Motivate participation in fortnightly huddles, Care Circle meetings, and LOTI pilot activities.
Collaboration Facilitation
Convene monthly community huddles to exchange resources, co-design solutions, and celebrate “care commoning.”
Surface success stories that demonstrate the value of a commons-based approach.
2. Enrich Care Teams
Quality of Interaction
Participate in fortnightly Care Circle meetings to review how well care teams engage with local networks.
Analyze strengths and gaps, then co-design strategies to deepen support (e.g., tapping new volunteer pools).
Resource Management
Maintain an up-to-date inventory of shared assets (spaces, equipment, volunteer time).
Support transparent fundraising via Open Collective; help establish protocols for resource provisioning.
Co-curate a community calendar (PlaceCal) for care-related events and opportunities.
3. Sustain & Govern the Commons
Membership Development
Recruit and retain a diverse membership, ensuring broad representation across care providers and community supporters.
Collective Stewardship
Co-facilitate a member-led governance circle (sociocratic format), providing training and ongoing support.
Embed co-production and multi-stakeholder ownership into all activities.
4. Knowledge Sharing & Evaluation
Learning Dissemination
Document and share insights on commons and circle development with Equal Care Co-op and external partners.
Impact Feedback
Feed into the LOTI evaluation: report barriers, opportunities, and emerging impacts of care commoning.
Communication
Draft minutes, maintain shared documentation, and contribute to communications materials.
Skills & Experience
Essential
Excellent communication, facilitation, and interpersonal skills
Proven experience in community organising or network-building
Familiarity with peer-led governance (sociocracy or similar)

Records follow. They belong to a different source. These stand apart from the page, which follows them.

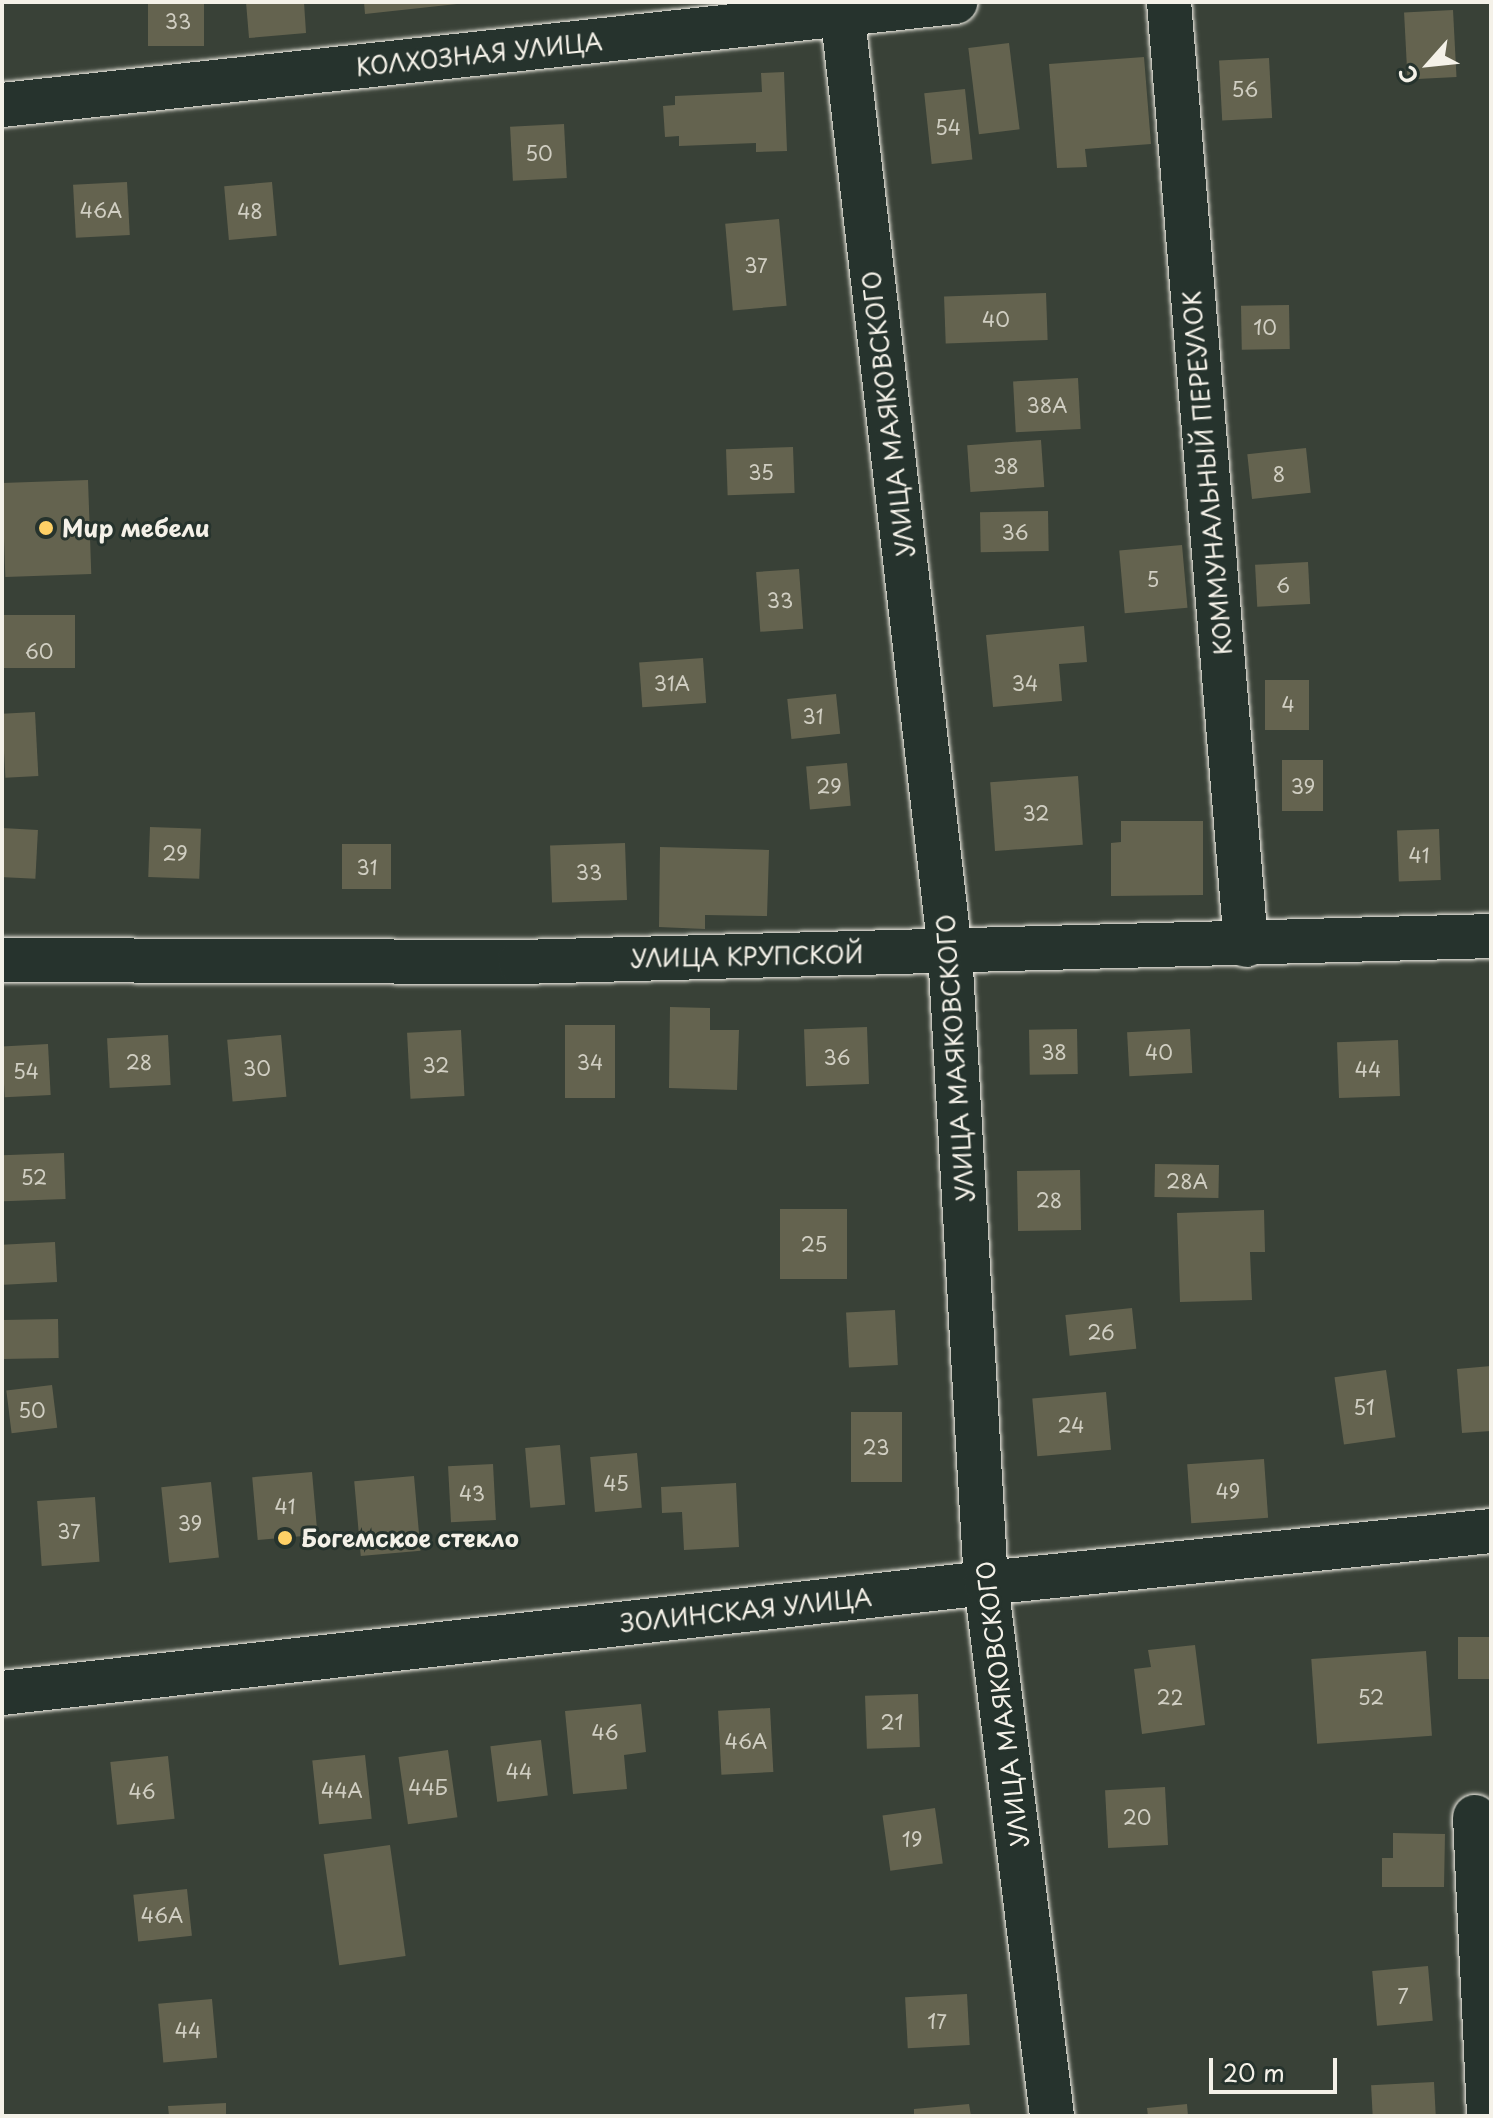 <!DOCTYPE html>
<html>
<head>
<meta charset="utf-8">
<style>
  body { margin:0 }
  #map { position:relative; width:1493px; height:2118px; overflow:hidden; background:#394137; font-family:"Playpen Sans",sans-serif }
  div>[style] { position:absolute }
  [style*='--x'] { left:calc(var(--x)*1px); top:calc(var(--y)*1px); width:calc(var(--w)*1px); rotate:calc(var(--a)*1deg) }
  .building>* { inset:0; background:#64634f; transform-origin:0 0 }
  .roads { filter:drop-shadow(0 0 2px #f4f1e8) drop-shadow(0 0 2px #f4f1e8) }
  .minor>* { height:44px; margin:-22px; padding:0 22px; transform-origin:22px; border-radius:22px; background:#26332d }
  .dots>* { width:22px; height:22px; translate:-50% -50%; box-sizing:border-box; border:4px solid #26332d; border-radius:50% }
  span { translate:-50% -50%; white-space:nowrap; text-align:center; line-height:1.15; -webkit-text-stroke:6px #26332d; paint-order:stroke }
  .number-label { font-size:20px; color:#d0cec2 }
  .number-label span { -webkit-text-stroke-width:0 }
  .street-label { font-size:24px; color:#f4f1e8 }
  .poi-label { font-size:24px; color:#f4f1e8; font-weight:700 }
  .left { translate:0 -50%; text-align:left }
  .frame { position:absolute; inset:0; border:4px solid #f4f1e8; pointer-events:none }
  .north { position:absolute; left:1389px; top:24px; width:80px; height:80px; -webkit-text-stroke:6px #26332d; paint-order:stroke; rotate:243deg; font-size:22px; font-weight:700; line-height:32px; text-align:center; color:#f4f1e8 }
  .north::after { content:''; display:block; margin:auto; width:28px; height:36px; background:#f4f1e8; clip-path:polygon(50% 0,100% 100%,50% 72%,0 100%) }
  .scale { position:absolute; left:1209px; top:2058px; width:128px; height:36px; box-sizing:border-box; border:4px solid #f4f1e8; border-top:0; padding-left:10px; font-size:24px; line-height:28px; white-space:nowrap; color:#f4f1e8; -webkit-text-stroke:6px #26332d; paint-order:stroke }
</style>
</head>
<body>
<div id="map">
  <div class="building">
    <i style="left:148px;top:2px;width:56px;height:44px"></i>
    <i style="clip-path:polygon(246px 2px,304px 2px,306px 33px,249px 38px)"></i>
    <i style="clip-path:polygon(364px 2px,457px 2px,457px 4px,365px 14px)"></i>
    <i style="left:1453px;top:10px;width:67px;height:49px;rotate:87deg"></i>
    <i style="left:1009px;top:43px;width:87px;height:41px;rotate:83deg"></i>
    <i style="clip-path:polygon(1144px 57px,1151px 144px,1085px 149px,1087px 167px,1057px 168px,1049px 64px)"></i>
    <i style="left:1269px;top:58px;width:60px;height:50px;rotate:87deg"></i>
    <i style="clip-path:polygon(784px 72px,787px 151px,756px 152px,756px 143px,679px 146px,679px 136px,665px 137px,663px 106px,675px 105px,675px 96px,762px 92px,761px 73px)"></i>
    <i style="left:965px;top:89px;width:71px;height:41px;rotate:84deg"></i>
    <i style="left:564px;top:124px;width:54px;height:54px;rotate:87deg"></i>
    <i style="left:127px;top:182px;width:53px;height:54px;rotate:87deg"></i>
    <i style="left:272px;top:182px;width:54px;height:48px;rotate:85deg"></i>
    <i style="left:779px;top:219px;width:87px;height:54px;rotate:85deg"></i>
    <i style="left:1046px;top:293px;width:47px;height:102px;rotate:88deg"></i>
    <i style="left:1289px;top:305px;width:44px;height:48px;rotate:89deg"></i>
    <i style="left:1078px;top:378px;width:51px;height:65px;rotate:87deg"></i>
    <i style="left:1041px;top:440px;width:47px;height:74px;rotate:86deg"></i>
    <i style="left:793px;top:447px;width:46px;height:67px;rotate:88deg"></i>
    <i style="left:1306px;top:448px;width:45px;height:59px;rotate:84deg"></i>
    <i style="left:88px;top:480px;width:94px;height:86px;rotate:88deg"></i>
    <i style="left:1048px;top:511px;width:40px;height:68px;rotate:89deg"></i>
    <i style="left:1182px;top:545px;width:63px;height:63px;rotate:85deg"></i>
    <i style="left:1308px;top:562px;width:42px;height:53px;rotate:87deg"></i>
    <i style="left:799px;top:569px;width:60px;height:43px;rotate:86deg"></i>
    <i style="left:75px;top:615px;width:53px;height:73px;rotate:90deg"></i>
    <i style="clip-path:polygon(1084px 626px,1087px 662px,1059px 664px,1062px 701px,993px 707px,986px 635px)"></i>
    <i style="left:703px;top:658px;width:45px;height:64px;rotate:86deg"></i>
    <i style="left:1265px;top:680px;width:44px;height:50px"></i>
    <i style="left:836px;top:694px;width:40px;height:49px;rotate:84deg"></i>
    <i style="left:35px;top:712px;width:64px;height:33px;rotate:87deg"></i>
    <i style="left:1282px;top:760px;width:41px;height:51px"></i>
    <i style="left:847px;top:763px;width:43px;height:41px;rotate:85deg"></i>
    <i style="left:1078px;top:776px;width:69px;height:88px;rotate:86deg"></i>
    <i style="clip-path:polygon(1121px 821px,1203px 821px,1203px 895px,1111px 896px,1111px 843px,1121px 842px)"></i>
    <i style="left:150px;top:827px;width:51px;height:50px;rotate:2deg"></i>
    <i style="left:2px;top:828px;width:36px;height:49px;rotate:3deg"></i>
    <i style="left:1439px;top:829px;width:51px;height:42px;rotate:88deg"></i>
    <i style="left:625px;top:843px;width:57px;height:75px;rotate:88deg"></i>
    <i style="left:342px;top:844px;width:49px;height:45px"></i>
    <i style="clip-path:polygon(660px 847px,769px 850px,767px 916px,705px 915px,705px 929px,659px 927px)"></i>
    <i style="clip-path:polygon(670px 1007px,710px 1008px,710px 1030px,739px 1030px,737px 1090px,669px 1088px)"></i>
    <i style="left:565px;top:1025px;width:50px;height:73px"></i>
    <i style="left:867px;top:1027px;width:57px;height:63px;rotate:88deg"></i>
    <i style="left:1077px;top:1029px;width:45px;height:48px;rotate:89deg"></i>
    <i style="left:1190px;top:1029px;width:44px;height:63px;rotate:87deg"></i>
    <i style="left:461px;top:1030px;width:66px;height:54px;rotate:87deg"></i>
    <i style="left:168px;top:1035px;width:50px;height:61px;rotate:87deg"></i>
    <i style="left:281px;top:1035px;width:62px;height:54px;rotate:85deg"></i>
    <i style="left:1398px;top:1040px;width:56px;height:61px;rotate:88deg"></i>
    <i style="left:48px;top:1044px;width:51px;height:46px;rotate:87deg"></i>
    <i style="left:64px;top:1153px;width:46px;height:62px;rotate:88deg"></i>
    <i style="left:1155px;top:1164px;width:64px;height:33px;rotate:1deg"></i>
    <i style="left:1080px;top:1170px;width:60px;height:63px;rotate:89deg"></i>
    <i style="left:780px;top:1209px;width:67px;height:70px"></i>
    <i style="clip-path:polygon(1264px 1210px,1265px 1252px,1250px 1252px,1252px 1300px,1180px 1302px,1177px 1213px)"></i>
    <i style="left:55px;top:1242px;width:40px;height:53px;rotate:87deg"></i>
    <i style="left:1132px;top:1308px;width:41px;height:67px;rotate:84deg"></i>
    <i style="left:895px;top:1310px;width:55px;height:49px;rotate:87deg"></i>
    <i style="left:58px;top:1319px;width:39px;height:56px;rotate:89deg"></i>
    <i style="clip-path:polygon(1491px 1366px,1491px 1431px,1462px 1433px,1457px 1369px)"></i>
    <i style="left:1386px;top:1370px;width:68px;height:52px;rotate:82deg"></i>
    <i style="left:52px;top:1385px;width:43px;height:46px;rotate:83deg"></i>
    <i style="left:1106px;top:1392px;width:58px;height:74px;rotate:85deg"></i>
    <i style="left:902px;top:1412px;width:70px;height:51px;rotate:90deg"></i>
    <i style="left:560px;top:1445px;width:60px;height:35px;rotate:85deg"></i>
    <i style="left:637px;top:1453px;width:55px;height:47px;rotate:85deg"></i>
    <i style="left:1264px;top:1459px;width:59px;height:77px;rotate:86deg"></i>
    <i style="left:493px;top:1464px;width:56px;height:45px;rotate:87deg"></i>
    <i style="left:312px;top:1472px;width:63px;height:60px;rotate:85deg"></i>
    <i style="left:414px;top:1476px;width:75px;height:60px;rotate:85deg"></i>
    <i style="left:211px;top:1482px;width:76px;height:50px;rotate:84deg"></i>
    <i style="clip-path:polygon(736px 1483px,739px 1547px,684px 1550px,682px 1512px,662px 1513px,661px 1487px)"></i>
    <i style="left:95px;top:1497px;width:65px;height:58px;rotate:86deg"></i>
    <i style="left:1491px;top:1637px;width:42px;height:33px;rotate:90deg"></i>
    <i style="clip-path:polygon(1195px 1645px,1205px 1725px,1142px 1734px,1134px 1669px,1151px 1667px,1148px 1650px)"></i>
    <i style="left:1426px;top:1651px;width:85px;height:115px;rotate:86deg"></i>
    <i style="left:918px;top:1694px;width:53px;height:53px;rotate:88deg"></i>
    <i style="clip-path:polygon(641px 1704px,646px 1752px,624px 1755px,627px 1789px,573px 1794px,565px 1711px)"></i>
    <i style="left:770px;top:1708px;width:64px;height:52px;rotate:87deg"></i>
    <i style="left:541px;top:1740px;width:56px;height:51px;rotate:83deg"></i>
    <i style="left:448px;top:1750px;width:68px;height:50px;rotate:82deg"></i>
    <i style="left:365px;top:1755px;width:64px;height:53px;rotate:84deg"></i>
    <i style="left:168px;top:1756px;width:63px;height:58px;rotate:84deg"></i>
    <i style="left:1165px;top:1787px;width:58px;height:60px;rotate:87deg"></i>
    <i style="left:935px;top:1808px;width:56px;height:53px;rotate:82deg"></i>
    <i style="clip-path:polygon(1393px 1833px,1445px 1834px,1444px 1887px,1382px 1887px,1382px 1858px,1393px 1858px)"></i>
    <i style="left:390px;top:1845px;width:112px;height:67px;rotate:82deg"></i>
    <i style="left:187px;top:1889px;width:47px;height:54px;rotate:84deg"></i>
    <i style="left:1428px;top:1966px;width:55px;height:56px;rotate:85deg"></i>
    <i style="left:967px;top:1994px;width:51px;height:62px;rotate:87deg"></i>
    <i style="left:212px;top:1999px;width:59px;height:54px;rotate:85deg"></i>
    <i style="left:1434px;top:2082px;width:34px;height:63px;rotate:87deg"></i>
    <i style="clip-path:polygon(226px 2103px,226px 2116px,169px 2116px,168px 2106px)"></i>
    <i style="clip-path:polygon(969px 2104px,971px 2116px,914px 2116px,914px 2109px)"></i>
    <i style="clip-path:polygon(1187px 2104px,1188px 2116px,1148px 2116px,1147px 2108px)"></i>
  </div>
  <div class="roads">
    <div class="minor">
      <i style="--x:841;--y:2;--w:955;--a:83.45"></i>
      <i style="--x:950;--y:951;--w:633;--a:86.74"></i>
      <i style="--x:986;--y:1583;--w:537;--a:82.94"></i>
      <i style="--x:1169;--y:2;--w:946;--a:85.33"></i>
      <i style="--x:2;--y:105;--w:959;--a:-6.17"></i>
      <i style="--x:2;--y:960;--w:518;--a:0.22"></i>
      <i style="--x:520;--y:962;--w:971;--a:-1.53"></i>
      <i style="--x:2;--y:1693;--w:990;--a:-6.38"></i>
      <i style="--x:986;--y:1583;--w:508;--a:-5.88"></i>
      <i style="--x:1475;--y:1817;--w:299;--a:87.3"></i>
    </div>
  </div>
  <div class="dots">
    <i style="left:46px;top:528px;background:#ffd166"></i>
    <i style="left:285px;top:1538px;background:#ffd166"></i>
  </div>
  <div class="number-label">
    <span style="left:178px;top:21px">33</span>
    <span style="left:1245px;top:89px">56</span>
    <span style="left:948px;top:127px">54</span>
    <span style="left:539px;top:153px">50</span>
    <span style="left:101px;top:210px">46А</span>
    <span style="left:250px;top:211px">48</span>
    <span style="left:756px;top:265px">37</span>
    <span style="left:996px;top:319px">40</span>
    <span style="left:1265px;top:327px">10</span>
    <span style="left:1047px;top:405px">38А</span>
    <span style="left:1006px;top:466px">38</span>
    <span style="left:761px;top:472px">35</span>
    <span style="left:1279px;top:474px">8</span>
    <span style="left:1015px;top:532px">36</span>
    <span style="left:1153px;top:579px">5</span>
    <span style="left:1283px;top:585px">6</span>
    <span style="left:780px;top:600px">33</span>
    <span style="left:39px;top:651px">60</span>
    <span style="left:672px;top:683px">31А</span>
    <span style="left:1025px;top:683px">34</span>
    <span style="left:1288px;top:704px">4</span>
    <span style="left:813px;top:716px">31</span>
    <span style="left:829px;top:786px">29</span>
    <span style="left:1303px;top:786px">39</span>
    <span style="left:1036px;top:813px">32</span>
    <span style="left:175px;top:853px">29</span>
    <span style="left:1419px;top:855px">41</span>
    <span style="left:367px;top:867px">31</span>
    <span style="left:589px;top:872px">33</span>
    <span style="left:1054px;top:1052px">38</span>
    <span style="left:1159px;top:1052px">40</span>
    <span style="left:837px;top:1057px">36</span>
    <span style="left:139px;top:1062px">28</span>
    <span style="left:590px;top:1062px">34</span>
    <span style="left:436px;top:1065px">32</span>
    <span style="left:257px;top:1068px">30</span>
    <span style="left:1368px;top:1069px">44</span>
    <span style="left:26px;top:1071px">54</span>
    <span style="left:34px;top:1177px">52</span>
    <span style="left:1187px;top:1181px">28А</span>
    <span style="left:1049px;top:1200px">28</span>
    <span style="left:814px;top:1244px">25</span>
    <span style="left:1101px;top:1332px">26</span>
    <span style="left:1364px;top:1407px">51</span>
    <span style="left:32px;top:1410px">50</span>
    <span style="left:1071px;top:1425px">24</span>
    <span style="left:876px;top:1447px">23</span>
    <span style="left:616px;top:1483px">45</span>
    <span style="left:1228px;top:1491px">49</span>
    <span style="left:472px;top:1493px">43</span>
    <span style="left:285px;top:1506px">41</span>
    <span style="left:190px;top:1523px">39</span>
    <span style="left:69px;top:1531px">37</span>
    <span style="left:1170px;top:1697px">22</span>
    <span style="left:1371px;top:1697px">52</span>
    <span style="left:892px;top:1722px">21</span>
    <span style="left:605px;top:1732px">46</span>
    <span style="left:746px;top:1741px">46А</span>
    <span style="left:519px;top:1771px">44</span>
    <span style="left:428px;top:1787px">44Б</span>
    <span style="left:342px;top:1790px">44А</span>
    <span style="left:142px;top:1791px">46</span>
    <span style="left:1137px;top:1817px">20</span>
    <span style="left:912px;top:1839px">19</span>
    <span style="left:162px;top:1915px">46А</span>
    <span style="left:1403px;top:1996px">7</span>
    <span style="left:937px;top:2021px">17</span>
    <span style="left:188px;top:2030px">44</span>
  </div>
  <div class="street-label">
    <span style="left:479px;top:54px;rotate:-6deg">КОЛХОЗНАЯ УЛИЦА</span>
    <span style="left:888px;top:414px;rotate:-97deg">УЛИЦА МАЯКОВСКОГО</span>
    <span style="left:1207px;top:473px;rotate:-95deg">КОММУНАЛЬНЫЙ ПЕРЕУЛОК</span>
    <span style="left:747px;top:956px;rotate:-1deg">УЛИЦА КРУПСКОЙ</span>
    <span style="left:955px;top:1058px;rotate:-94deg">УЛИЦА МАЯКОВСКОГО</span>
    <span style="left:746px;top:1610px;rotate:-6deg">ЗОЛИНСКАЯ УЛИЦА</span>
    <span style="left:1002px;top:1704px;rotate:-97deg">УЛИЦА МАЯКОВСКОГО</span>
  </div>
  <div class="poi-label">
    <span class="left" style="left:62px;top:528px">Мир мебели</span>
    <span class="left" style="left:301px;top:1538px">Богемское стекло</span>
  </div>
  <div class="frame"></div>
  <div class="north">С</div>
  <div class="scale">20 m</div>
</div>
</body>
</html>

Proficiency in digital tools (Kumu, PlaceCal, Open Collective, video conferencing)
Data-literate: comfortable capturing, analyzing, and reporting on network data
Desirable
Knowledge of local care landscape and social care issues
Background in collective impact or asset-based community development
Personal Attributes
Passionate about social justice and equitable access to care
Collaborative, resourceful, and flexible
Strong organizer with excellent time-management and documentation habits
Welcoming of diversity—actively committed to disability confidence and closing mental health employment gaps
This role is open to multiple co-organisers working collaboratively. By sharing responsibilities, we ensure power remains distributed and the Care Commons stays sustainable.